→ Task requirements:
When you copy the records that follow, please keep every word exactly as it is and leave out the pictures.

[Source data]

******

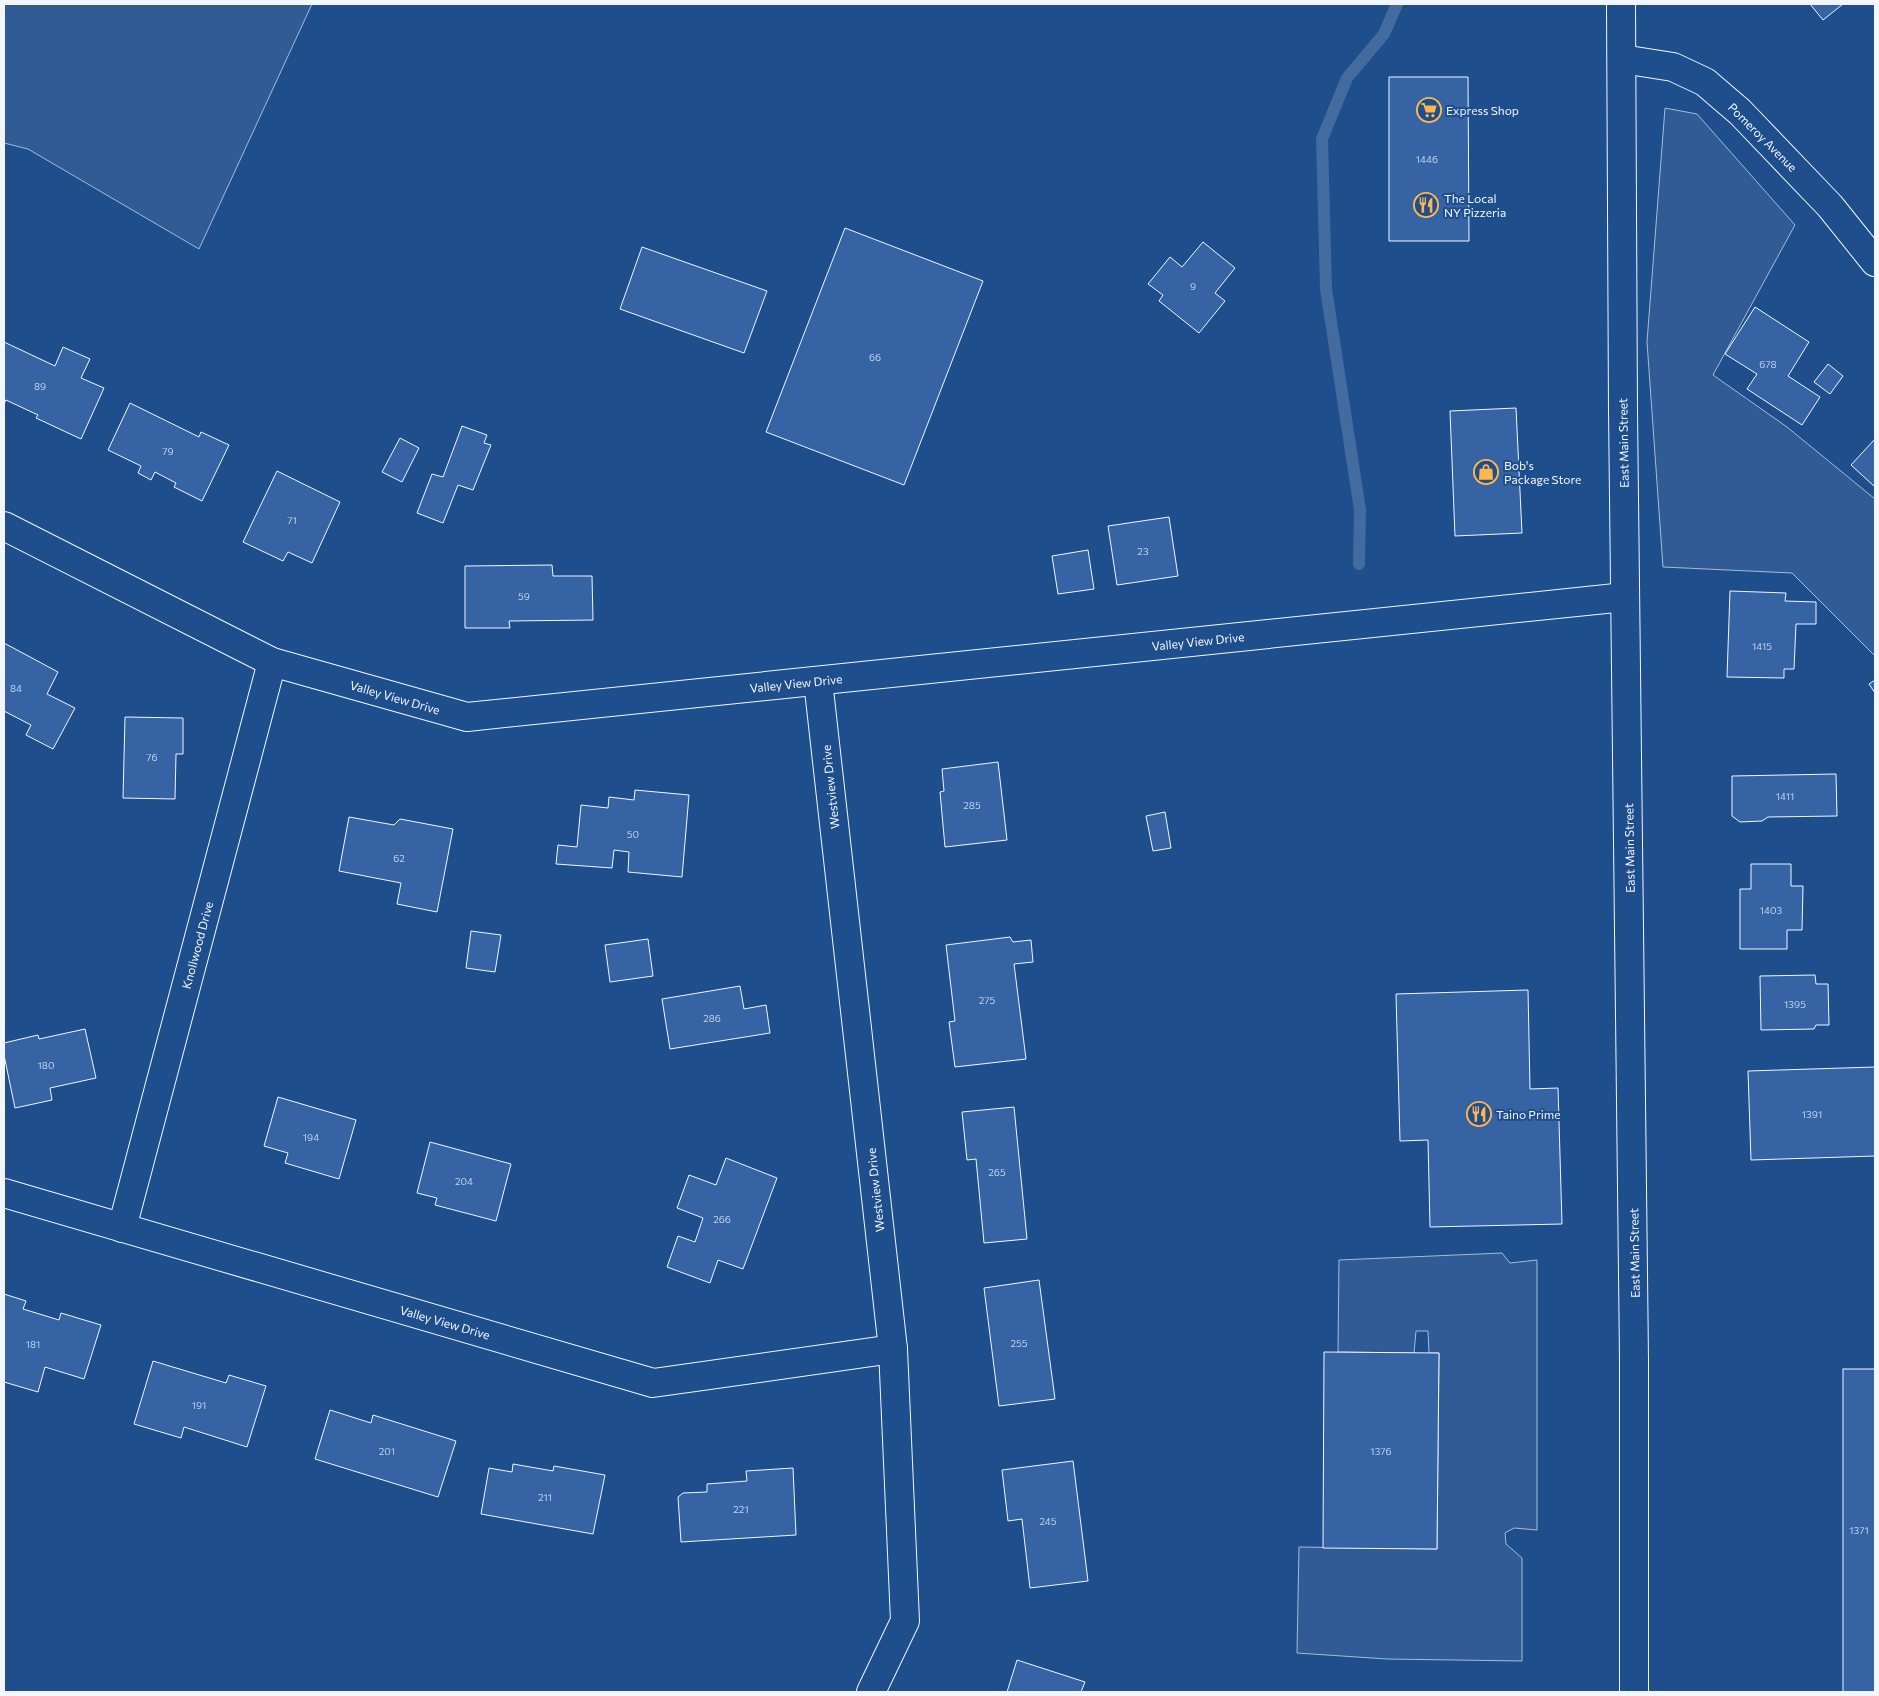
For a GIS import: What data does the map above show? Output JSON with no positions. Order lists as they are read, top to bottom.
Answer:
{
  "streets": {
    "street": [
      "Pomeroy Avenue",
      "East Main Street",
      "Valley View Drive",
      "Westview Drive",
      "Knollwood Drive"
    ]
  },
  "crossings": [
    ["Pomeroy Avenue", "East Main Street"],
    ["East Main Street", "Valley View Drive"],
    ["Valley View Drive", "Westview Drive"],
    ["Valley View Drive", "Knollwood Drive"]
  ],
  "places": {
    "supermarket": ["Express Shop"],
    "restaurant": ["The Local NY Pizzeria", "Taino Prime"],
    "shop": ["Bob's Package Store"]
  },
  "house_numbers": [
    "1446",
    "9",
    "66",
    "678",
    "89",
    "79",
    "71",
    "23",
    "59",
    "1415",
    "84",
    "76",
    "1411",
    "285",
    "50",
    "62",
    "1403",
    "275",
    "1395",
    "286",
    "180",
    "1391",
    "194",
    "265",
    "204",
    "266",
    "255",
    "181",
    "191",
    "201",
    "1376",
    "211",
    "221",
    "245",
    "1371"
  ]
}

******

→ Written response:
For a GIS import: What data does the map above show? Output JSON with no positions. Order lists as they are read, top to bottom.
Answer:
{
  "streets": {
    "street": [
      "Pomeroy Avenue",
      "East Main Street",
      "Valley View Drive",
      "Westview Drive",
      "Knollwood Drive"
    ]
  },
  "crossings": [
    ["Pomeroy Avenue", "East Main Street"],
    ["East Main Street", "Valley View Drive"],
    ["Valley View Drive", "Westview Drive"],
    ["Valley View Drive", "Knollwood Drive"]
  ],
  "places": {
    "supermarket": ["Express Shop"],
    "restaurant": ["The Local NY Pizzeria", "Taino Prime"],
    "shop": ["Bob's Package Store"]
  },
  "house_numbers": [
    "1446",
    "9",
    "66",
    "678",
    "89",
    "79",
    "71",
    "23",
    "59",
    "1415",
    "84",
    "76",
    "1411",
    "285",
    "50",
    "62",
    "1403",
    "275",
    "1395",
    "286",
    "180",
    "1391",
    "194",
    "265",
    "204",
    "266",
    "255",
    "181",
    "191",
    "201",
    "1376",
    "211",
    "221",
    "245",
    "1371"
  ]
}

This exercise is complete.